Why? Well, because players with nothing to do in the game will leave. I mean, it makes sense. You have nothing to do in a game when you beat the game. How often do you just go back to a beaten single-player game to marvel at the scenery? I’m guessing not often (and no, starting a game again doesn’t count here).
Oh, this also ties into the fact that social bonds get players to stick around longer. Again, this is a no-brainer. If your best friends Mark, Sasha, and Donna all really like to play pinball, you’re more likely to go to places where pinball machines are. If they all really like playing The Elder Scrolls Online, you’re probably going to keep logging into ESO. With me so far?

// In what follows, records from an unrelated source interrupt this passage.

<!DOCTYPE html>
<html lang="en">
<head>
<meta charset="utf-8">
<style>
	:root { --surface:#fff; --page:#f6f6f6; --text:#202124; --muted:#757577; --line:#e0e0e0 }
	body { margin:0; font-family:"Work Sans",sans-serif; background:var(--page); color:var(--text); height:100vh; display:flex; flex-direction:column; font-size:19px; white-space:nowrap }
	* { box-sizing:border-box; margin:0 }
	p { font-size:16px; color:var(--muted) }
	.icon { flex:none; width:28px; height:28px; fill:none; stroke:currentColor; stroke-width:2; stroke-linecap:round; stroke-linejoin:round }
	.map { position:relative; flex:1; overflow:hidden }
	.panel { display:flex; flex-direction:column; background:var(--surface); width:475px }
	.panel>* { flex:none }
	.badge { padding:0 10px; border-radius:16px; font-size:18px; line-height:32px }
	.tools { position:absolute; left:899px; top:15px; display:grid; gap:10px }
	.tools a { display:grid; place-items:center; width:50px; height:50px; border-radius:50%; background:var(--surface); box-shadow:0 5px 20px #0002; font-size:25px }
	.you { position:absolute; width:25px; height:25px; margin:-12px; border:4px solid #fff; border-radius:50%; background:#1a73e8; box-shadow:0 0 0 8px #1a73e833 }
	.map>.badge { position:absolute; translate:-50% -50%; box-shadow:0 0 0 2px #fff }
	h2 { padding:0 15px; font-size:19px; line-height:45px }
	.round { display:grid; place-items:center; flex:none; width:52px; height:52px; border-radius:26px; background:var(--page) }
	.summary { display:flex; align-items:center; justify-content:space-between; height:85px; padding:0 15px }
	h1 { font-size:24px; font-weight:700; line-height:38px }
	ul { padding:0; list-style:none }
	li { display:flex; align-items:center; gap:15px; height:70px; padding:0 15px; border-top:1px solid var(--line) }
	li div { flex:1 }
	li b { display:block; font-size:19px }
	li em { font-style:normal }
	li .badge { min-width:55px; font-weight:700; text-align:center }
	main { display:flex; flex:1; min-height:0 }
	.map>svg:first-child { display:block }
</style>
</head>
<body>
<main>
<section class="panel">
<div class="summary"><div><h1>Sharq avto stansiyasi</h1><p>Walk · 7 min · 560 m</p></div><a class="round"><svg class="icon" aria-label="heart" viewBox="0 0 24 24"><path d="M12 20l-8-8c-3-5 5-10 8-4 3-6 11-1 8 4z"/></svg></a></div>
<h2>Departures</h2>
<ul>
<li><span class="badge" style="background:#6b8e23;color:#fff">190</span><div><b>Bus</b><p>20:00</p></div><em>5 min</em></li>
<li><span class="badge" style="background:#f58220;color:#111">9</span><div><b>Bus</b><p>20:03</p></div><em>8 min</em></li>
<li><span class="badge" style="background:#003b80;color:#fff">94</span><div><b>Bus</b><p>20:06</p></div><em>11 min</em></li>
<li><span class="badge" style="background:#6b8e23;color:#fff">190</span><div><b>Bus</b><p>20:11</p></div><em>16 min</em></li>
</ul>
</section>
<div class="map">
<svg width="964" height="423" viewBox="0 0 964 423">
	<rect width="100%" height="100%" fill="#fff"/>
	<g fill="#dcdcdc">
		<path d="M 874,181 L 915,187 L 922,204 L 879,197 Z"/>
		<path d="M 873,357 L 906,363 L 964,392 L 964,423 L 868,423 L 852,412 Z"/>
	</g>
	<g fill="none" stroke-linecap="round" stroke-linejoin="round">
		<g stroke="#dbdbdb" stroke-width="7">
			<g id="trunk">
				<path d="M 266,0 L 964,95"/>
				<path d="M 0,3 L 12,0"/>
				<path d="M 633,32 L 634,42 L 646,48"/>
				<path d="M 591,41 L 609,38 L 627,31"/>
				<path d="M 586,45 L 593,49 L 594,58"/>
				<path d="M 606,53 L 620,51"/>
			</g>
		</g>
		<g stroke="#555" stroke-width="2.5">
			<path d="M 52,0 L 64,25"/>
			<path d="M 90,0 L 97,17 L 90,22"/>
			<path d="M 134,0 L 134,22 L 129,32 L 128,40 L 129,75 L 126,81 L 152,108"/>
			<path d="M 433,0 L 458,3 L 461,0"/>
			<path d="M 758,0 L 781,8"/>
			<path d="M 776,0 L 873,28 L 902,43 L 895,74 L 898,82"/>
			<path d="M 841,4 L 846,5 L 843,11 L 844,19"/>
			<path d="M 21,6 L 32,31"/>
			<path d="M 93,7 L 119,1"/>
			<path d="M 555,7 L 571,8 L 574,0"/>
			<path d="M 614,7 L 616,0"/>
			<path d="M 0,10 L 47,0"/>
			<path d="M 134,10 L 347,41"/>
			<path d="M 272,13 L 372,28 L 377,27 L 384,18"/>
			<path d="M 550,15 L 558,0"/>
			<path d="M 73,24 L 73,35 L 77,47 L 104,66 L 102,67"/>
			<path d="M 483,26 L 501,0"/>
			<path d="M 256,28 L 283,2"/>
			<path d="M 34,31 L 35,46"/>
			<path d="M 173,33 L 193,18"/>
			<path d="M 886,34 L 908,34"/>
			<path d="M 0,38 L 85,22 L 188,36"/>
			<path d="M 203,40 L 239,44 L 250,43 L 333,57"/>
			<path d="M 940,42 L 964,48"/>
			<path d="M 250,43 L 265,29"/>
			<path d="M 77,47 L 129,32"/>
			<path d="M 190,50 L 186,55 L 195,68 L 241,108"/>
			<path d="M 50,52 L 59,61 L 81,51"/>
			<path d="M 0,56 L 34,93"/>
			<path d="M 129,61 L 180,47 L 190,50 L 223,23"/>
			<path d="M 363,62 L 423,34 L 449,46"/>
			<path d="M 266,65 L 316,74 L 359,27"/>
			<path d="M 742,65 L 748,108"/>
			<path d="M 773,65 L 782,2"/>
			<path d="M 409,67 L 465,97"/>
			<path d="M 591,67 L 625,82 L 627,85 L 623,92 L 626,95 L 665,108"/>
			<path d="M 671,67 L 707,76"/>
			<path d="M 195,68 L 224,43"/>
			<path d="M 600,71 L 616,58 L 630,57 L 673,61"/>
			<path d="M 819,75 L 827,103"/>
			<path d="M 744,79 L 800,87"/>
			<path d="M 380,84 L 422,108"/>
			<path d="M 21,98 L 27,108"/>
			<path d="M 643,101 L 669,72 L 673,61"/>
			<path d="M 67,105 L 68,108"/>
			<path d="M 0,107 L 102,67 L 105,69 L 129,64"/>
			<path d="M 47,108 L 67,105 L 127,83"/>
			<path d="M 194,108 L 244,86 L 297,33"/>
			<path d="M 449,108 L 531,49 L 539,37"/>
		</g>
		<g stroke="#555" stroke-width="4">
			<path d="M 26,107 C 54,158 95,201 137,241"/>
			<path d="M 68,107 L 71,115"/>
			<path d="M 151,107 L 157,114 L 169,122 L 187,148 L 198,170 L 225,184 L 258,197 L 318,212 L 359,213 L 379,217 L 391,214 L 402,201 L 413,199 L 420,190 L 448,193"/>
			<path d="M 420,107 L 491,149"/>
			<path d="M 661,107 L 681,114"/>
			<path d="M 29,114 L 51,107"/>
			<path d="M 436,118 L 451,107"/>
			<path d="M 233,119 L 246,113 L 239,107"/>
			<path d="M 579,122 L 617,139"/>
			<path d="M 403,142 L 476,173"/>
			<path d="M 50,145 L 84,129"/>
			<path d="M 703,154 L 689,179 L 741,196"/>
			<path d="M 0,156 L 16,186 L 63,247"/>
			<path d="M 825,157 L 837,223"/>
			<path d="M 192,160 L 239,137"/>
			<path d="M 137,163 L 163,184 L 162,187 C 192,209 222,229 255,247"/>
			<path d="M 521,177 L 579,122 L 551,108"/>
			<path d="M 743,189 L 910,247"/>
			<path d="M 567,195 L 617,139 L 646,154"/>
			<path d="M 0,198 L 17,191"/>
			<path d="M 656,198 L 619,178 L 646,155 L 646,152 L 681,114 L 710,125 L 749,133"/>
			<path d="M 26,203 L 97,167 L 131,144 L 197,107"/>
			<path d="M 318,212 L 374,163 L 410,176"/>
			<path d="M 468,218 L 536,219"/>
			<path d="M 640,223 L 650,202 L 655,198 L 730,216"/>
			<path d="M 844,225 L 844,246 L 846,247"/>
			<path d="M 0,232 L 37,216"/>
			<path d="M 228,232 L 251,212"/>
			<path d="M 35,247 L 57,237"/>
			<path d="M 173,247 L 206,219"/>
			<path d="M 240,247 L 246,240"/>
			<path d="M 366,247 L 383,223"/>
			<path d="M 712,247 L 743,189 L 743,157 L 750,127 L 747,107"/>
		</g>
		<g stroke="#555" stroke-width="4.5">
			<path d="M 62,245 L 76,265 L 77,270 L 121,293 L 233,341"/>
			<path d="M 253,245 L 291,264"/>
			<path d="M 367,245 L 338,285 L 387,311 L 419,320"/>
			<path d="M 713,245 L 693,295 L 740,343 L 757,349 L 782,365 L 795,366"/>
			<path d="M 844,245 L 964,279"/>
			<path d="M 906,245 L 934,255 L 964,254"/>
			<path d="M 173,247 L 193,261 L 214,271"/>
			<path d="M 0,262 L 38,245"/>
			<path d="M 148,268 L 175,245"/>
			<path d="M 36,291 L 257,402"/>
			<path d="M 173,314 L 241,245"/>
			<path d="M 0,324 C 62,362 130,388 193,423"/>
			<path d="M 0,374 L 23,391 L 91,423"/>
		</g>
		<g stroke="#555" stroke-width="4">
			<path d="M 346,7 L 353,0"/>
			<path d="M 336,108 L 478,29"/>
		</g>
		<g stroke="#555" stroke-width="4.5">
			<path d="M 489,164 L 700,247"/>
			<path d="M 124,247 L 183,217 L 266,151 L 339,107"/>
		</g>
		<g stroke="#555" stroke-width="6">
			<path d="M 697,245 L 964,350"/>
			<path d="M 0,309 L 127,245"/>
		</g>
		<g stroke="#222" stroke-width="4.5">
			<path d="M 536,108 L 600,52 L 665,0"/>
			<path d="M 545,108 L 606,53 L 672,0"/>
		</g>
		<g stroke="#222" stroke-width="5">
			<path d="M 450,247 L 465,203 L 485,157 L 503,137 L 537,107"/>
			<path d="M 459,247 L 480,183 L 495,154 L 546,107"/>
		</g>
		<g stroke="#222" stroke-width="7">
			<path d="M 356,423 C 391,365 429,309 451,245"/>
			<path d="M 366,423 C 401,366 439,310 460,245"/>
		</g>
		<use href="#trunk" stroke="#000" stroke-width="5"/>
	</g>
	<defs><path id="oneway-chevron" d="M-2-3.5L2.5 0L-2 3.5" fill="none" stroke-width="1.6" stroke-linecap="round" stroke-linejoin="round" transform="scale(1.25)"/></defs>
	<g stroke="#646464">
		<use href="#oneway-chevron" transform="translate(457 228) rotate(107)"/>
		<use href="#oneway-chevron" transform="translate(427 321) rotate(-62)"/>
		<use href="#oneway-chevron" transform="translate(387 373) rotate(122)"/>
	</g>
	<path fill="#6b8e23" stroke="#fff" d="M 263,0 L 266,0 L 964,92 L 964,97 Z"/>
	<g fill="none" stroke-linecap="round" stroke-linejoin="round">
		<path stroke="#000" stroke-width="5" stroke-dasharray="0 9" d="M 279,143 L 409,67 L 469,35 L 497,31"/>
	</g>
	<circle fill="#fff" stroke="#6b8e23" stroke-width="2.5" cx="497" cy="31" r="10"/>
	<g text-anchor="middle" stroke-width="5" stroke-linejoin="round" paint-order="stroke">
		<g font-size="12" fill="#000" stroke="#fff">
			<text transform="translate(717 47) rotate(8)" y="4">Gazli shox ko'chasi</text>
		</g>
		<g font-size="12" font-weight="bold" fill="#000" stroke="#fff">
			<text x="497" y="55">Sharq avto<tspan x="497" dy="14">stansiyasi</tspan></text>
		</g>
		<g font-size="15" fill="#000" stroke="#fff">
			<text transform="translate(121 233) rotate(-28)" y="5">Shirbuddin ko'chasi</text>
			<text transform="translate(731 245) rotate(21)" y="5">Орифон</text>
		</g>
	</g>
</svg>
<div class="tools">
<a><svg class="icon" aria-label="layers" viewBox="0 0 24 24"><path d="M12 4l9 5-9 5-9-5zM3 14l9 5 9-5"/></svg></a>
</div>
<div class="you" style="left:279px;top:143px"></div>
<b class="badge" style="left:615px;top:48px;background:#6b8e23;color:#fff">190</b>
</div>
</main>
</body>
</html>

Let’s talk about that apex of power thing, then. At the core of the experience there is the idea that leveling in MMOs is about the progression of power. This is not universally the case; in a lot of games, your characters can often hit their apex of power or near it fairly early on in the game. By the time you’re in the second world of Super Mario World, you have already seen all of the powerups Mario will ever gain access to, just as an example. The Mega Man series has you fighting bosses to get their weapons… but then it throws you into the actual ending of the game with no more power to gain, just challenges to make use of that power. You get the idea.
Do you see where this is heading? Of course you do. If you can get people invested in an endgame with heavy social dependency (raiding and other premade group activities) while providing them with a new form of power growth, you have essentially made a new form of leveling that exists at the top end. It’s a huge time sink, though, and it runs into the problem that most people… well, kind of hate that style of gameplay.

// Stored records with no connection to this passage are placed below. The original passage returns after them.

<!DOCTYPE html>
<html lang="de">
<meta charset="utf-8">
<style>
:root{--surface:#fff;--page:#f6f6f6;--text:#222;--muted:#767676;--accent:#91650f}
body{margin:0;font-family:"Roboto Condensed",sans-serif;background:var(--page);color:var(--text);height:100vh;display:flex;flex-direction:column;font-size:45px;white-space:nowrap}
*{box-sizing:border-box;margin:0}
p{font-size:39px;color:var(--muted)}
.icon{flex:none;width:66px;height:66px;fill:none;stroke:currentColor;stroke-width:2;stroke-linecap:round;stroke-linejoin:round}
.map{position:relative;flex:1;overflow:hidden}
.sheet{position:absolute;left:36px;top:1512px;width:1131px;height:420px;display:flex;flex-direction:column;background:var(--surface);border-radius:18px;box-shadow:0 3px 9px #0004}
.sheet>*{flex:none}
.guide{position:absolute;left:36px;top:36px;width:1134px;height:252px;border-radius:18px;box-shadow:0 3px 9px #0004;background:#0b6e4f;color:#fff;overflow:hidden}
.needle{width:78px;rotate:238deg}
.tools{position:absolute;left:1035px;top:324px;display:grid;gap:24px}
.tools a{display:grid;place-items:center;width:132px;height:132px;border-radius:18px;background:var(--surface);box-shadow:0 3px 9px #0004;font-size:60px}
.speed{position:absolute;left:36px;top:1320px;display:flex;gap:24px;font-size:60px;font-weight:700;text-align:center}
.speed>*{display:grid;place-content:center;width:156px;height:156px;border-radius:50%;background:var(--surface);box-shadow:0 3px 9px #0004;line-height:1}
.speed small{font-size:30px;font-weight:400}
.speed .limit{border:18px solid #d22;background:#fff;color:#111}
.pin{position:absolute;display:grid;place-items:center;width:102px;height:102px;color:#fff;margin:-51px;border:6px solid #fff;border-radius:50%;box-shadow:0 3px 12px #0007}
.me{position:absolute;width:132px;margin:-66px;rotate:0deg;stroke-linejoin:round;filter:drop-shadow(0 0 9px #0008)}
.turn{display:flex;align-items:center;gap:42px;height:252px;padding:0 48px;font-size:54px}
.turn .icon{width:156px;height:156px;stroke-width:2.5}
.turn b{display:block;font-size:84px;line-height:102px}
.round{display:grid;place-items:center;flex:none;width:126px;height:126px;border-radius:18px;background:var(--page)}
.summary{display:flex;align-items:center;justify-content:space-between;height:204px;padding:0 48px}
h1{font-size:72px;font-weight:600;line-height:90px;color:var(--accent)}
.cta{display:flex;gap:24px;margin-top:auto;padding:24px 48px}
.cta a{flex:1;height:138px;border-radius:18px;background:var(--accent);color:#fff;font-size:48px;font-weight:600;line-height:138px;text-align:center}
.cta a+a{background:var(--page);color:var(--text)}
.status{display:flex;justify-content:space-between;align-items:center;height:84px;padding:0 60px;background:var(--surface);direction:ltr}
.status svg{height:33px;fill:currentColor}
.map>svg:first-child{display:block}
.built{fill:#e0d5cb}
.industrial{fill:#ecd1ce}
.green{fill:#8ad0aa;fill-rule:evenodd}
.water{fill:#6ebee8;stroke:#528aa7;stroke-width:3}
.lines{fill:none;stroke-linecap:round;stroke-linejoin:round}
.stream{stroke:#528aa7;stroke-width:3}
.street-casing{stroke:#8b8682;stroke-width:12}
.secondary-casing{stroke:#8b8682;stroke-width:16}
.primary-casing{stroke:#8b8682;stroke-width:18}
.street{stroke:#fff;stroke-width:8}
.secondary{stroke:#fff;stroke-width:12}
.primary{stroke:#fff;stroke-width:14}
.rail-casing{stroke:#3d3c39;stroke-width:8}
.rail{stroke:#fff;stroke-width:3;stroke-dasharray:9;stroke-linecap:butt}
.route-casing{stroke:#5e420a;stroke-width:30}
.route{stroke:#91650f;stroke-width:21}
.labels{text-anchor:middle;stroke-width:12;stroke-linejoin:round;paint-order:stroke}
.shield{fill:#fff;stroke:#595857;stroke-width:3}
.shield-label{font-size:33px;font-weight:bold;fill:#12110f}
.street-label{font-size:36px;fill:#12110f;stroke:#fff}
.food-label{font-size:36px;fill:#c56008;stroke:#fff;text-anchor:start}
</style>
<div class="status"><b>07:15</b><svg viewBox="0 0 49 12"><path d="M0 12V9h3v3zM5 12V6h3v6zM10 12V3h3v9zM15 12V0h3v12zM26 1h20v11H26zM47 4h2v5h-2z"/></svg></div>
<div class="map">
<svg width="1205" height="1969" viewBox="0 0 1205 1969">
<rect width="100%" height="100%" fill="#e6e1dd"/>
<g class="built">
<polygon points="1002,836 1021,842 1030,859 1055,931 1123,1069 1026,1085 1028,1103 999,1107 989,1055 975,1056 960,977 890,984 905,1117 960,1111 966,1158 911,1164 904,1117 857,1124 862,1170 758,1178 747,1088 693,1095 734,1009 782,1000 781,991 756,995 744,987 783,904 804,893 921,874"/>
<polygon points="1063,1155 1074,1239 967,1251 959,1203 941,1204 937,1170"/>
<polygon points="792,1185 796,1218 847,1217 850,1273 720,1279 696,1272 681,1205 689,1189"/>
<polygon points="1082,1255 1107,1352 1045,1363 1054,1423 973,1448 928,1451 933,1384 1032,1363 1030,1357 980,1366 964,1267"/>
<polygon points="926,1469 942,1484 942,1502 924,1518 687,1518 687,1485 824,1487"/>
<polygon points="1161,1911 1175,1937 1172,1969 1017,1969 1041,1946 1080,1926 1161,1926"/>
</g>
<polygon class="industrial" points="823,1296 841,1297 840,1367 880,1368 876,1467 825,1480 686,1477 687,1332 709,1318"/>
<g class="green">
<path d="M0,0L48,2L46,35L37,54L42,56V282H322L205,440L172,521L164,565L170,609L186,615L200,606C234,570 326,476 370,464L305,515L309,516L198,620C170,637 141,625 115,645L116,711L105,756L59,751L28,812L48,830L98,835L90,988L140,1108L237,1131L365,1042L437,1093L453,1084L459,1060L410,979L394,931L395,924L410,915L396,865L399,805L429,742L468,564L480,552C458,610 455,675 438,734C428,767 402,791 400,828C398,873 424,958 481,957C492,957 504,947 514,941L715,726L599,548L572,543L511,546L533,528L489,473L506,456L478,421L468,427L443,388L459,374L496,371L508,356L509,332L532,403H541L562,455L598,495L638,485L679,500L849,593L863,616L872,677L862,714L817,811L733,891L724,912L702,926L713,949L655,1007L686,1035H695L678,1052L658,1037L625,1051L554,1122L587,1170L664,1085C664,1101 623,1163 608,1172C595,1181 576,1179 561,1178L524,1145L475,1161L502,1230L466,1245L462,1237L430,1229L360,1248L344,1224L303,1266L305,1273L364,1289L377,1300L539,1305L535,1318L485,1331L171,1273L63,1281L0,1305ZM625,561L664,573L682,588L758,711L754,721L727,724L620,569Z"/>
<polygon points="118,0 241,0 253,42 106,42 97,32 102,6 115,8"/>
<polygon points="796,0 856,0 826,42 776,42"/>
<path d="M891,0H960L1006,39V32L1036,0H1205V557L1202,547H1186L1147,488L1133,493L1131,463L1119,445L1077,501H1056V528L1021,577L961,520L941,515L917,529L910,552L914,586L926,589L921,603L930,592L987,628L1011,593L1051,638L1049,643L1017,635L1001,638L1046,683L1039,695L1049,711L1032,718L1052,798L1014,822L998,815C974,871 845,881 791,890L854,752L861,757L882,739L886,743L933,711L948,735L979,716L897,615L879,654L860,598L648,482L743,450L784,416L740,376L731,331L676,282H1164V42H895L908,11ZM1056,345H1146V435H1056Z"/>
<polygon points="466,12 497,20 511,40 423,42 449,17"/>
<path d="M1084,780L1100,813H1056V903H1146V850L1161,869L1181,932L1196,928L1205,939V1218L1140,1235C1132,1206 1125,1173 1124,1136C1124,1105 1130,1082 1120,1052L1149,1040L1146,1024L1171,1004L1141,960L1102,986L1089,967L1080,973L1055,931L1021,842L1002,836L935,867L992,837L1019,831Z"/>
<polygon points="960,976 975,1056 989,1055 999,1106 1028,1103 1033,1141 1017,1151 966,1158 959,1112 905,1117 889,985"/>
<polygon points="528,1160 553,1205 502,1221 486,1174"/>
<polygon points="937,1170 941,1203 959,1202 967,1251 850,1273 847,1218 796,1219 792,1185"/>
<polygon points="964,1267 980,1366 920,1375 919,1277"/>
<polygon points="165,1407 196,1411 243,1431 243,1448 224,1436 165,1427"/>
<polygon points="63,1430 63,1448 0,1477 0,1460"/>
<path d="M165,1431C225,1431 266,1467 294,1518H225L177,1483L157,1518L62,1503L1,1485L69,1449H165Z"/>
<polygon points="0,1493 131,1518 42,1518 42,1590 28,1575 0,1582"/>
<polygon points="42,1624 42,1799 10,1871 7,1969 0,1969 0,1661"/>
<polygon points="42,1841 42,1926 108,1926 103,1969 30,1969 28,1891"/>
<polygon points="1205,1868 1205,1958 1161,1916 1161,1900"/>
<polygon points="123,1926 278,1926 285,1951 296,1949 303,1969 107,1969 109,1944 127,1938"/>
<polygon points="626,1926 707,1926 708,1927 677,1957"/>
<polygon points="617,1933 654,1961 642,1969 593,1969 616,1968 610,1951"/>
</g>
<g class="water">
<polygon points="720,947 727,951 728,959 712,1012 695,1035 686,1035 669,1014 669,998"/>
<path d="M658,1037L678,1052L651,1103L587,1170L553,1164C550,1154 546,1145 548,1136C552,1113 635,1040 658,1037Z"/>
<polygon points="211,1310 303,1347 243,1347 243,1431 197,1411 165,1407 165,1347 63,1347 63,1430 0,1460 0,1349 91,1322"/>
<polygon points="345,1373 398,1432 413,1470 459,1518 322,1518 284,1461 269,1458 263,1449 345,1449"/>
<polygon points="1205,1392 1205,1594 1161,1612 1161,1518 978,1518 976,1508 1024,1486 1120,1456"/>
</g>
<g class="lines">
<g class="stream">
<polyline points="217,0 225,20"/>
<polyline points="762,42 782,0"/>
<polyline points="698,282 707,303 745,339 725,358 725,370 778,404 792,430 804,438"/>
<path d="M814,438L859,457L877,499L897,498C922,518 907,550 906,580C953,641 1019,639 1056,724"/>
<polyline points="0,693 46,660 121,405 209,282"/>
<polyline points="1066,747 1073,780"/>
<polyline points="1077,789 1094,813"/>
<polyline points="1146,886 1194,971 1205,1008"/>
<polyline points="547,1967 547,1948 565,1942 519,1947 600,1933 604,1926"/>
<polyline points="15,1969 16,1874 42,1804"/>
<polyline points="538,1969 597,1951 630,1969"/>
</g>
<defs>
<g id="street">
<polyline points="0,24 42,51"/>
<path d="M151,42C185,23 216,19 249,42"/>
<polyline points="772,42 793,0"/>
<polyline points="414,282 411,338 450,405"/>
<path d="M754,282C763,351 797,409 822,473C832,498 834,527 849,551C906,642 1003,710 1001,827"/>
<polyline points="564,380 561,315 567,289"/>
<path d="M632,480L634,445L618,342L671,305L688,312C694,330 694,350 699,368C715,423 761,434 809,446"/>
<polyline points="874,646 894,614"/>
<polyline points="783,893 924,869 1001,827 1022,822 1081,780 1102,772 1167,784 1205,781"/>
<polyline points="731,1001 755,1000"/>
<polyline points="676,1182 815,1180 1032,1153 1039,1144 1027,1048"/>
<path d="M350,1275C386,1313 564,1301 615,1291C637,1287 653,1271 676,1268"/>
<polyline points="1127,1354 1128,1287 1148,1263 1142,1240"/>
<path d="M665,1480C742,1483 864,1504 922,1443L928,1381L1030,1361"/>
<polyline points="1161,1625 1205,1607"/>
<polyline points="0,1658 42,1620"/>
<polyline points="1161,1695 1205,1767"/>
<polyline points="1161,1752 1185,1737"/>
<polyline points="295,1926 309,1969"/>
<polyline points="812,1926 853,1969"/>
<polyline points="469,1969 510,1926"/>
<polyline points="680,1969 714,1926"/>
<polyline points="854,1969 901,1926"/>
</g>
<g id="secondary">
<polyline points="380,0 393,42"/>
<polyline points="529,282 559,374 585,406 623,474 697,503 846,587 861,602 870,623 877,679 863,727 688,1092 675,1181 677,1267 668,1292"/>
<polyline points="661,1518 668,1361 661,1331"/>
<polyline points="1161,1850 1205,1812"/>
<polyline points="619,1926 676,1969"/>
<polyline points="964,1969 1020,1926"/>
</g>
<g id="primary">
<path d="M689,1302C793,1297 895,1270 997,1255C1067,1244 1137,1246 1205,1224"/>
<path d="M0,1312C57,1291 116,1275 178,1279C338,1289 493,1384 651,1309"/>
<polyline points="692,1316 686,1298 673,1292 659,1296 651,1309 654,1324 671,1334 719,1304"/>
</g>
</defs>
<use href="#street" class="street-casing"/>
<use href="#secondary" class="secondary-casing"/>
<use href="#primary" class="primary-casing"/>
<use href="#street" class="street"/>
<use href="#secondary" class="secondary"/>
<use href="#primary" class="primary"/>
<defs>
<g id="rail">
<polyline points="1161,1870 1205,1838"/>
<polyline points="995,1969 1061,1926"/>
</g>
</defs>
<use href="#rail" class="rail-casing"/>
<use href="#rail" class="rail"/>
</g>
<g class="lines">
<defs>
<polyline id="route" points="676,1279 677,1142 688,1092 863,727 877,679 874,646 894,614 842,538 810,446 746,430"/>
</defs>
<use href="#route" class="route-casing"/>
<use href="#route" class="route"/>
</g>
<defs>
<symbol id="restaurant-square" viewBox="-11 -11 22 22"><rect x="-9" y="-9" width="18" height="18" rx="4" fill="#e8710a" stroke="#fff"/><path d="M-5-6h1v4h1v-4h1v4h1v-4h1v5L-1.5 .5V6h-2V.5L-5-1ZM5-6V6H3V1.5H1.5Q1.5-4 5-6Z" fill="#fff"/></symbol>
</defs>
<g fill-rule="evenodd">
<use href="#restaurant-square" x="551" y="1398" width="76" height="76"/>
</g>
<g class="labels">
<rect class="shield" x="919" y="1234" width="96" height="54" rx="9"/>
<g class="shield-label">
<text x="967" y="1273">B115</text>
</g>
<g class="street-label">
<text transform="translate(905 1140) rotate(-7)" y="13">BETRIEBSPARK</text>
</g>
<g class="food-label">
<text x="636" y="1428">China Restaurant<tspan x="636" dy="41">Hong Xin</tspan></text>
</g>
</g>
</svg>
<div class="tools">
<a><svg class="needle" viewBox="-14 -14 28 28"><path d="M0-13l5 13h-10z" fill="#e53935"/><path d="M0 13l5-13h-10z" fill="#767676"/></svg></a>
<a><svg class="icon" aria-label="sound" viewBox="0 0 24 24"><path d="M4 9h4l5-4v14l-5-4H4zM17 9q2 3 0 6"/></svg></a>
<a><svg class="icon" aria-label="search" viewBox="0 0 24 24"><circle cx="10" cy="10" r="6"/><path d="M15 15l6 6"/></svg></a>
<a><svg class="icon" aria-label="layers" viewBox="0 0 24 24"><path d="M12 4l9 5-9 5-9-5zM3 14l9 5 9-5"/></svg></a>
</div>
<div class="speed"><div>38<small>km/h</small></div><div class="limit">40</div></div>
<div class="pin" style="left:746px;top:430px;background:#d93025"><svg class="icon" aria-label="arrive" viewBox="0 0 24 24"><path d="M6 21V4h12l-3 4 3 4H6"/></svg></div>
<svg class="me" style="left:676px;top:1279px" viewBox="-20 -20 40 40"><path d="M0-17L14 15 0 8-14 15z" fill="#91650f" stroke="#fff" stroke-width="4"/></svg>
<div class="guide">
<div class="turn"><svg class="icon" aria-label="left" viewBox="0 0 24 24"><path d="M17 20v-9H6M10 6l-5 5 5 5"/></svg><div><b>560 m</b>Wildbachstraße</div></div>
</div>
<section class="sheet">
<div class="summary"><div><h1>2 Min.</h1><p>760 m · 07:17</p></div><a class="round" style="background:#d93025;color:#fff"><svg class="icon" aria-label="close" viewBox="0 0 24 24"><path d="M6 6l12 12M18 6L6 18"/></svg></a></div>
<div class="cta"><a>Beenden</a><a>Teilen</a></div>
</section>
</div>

It is very easy – almost painfully so – to make a game where the first leveling experience is fun and relaxed and full of dazzling experiences. No need for grouping or painful social dependencies, just a fun solo experience filled with creativity and ways to express yourself, often with the promise of more outfits and social options and such at the level cap. It is, in short, your gateway to the endgame, at which point the game is hoping you will have formed enough social connections that you don’t want to leave.
Here you see the other problem. (All right, I’m bluffing; there are like a thousand other problems with this endgame structure, but I’m focusing on the one that come up from assembling this logic.) If you do your job too well building the leveling game, what you have made is a game that relies on a social dependency at the endgame that has never actually formed. You’ve reached the level cap in WildStar, and there are things to do, but there’s nothing you want to do and nothing that the players are actually interested in. The roleplayers who liked the solo content aren’t happy. They’re not convinced to stay; they’re convinced to leave.
And that’s what I mean when I can’t stop thinking about that quote. Because Jeremy Gaffney was entirely right. The fastest way to ruin your MMO, to waste millions of dollars, is to make a game that has an endgame that isn’t even pretending to cater to the people who actually fell for your game. To actively encourage people to level through your game and leave it – because instead of providing players who have enjoyed the game with a reason to stick around, you’ve provided them with an excuse to leave.
For that matter, this is where the problem comes from. That assumption that you have to design “the endgame” after “the game.” If you’re busy designing the game and the endgame separately, you have screwed up, because the endgame should mean “the part where you’re playing when you’ve reached that power apex.” Not “that totally separate game you walk into afterwards.”
I feel like this is one of those lessons Gaffney could have learned faster and saved a lot of broken hearts in the process.